- _Given records_
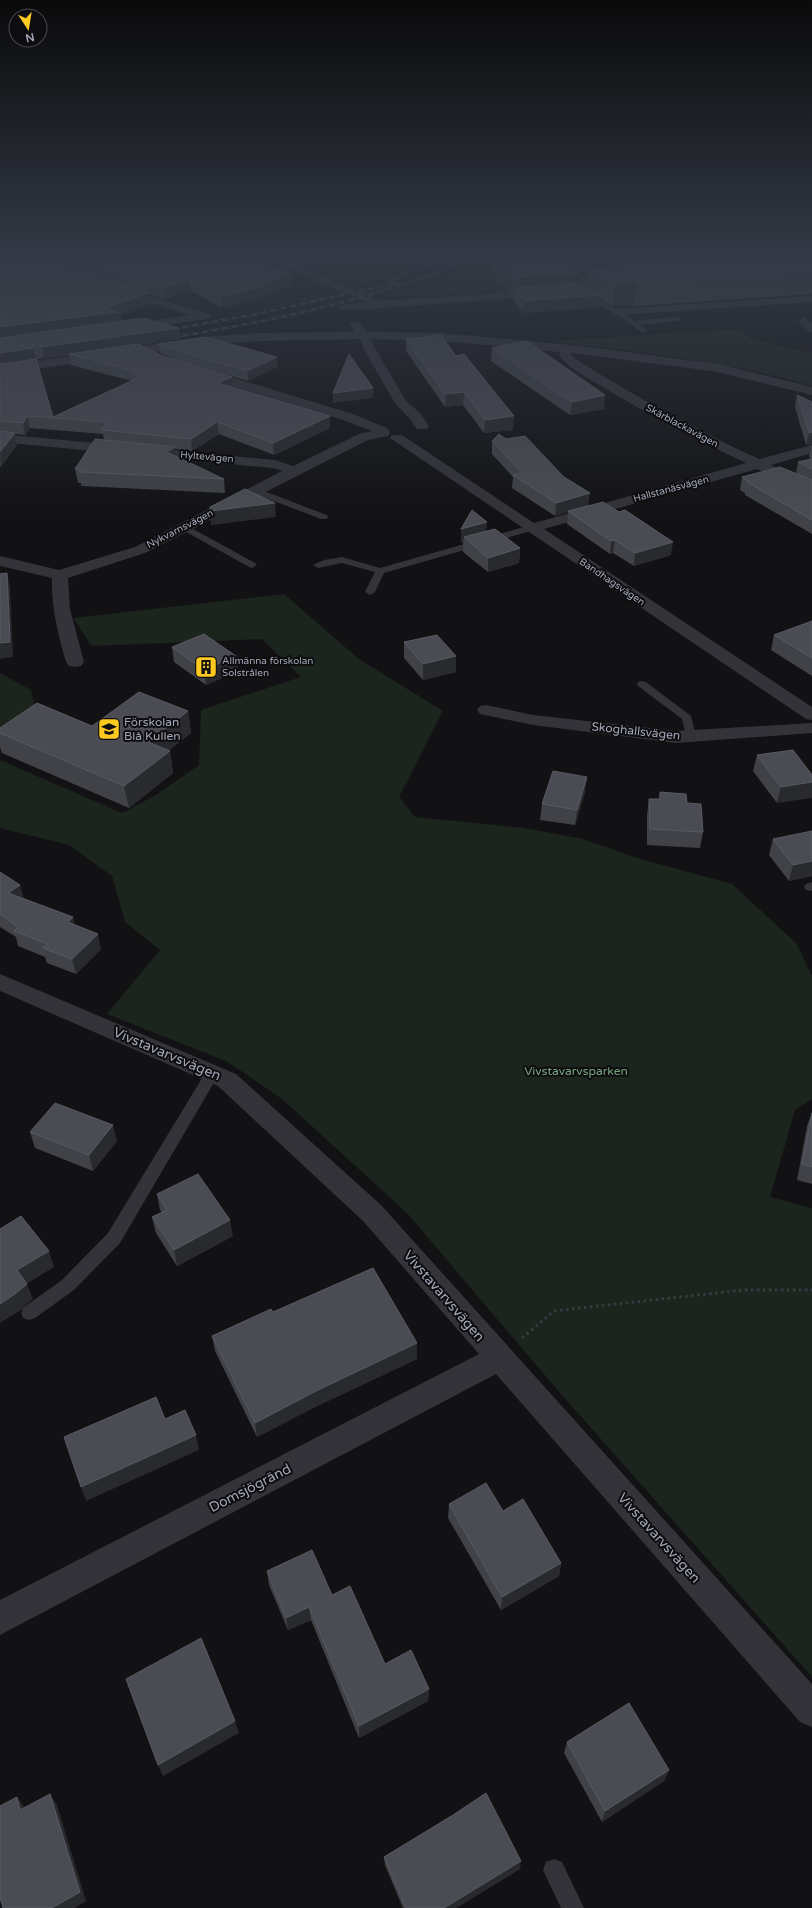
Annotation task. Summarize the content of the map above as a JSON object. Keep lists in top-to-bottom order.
{
  "streets": {
    "street": [
      "Skärblackavägen",
      "Hyltevägen",
      "Hallstanäsvägen",
      "Nykvarnsvägen",
      "Bandhagsvägen",
      "Skoghallsvägen",
      "Vivstavarvsvägen",
      "Domsjögränd"
    ]
  },
  "crossings": [
    ["Skärblackavägen", "Hallstanäsvägen"],
    ["Hyltevägen", "Nykvarnsvägen"],
    ["Hallstanäsvägen", "Bandhagsvägen"],
    ["Nykvarnsvägen", "Bandhagsvägen"],
    ["Vivstavarvsvägen", "Domsjögränd"]
  ],
  "parks": ["Vivstavarvsparken"],
  "places": {
    "building": ["Allmänna förskolan Solstrålen"],
    "school or university": ["Förskolan Blå Kullen"]
  },
  "north": "bottom"
}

- _What is required_
Copy all of the records verbatim, omitting the pictures.

- _Result below_
Annotation task. Summarize the content of the map above as a JSON object. Keep lists in top-to-bottom order.
{
  "streets": {
    "street": [
      "Skärblackavägen",
      "Hyltevägen",
      "Hallstanäsvägen",
      "Nykvarnsvägen",
      "Bandhagsvägen",
      "Skoghallsvägen",
      "Vivstavarvsvägen",
      "Domsjögränd"
    ]
  },
  "crossings": [
    ["Skärblackavägen", "Hallstanäsvägen"],
    ["Hyltevägen", "Nykvarnsvägen"],
    ["Hallstanäsvägen", "Bandhagsvägen"],
    ["Nykvarnsvägen", "Bandhagsvägen"],
    ["Vivstavarvsvägen", "Domsjögränd"]
  ],
  "parks": ["Vivstavarvsparken"],
  "places": {
    "building": ["Allmänna förskolan Solstrålen"],
    "school or university": ["Förskolan Blå Kullen"]
  },
  "north": "bottom"
}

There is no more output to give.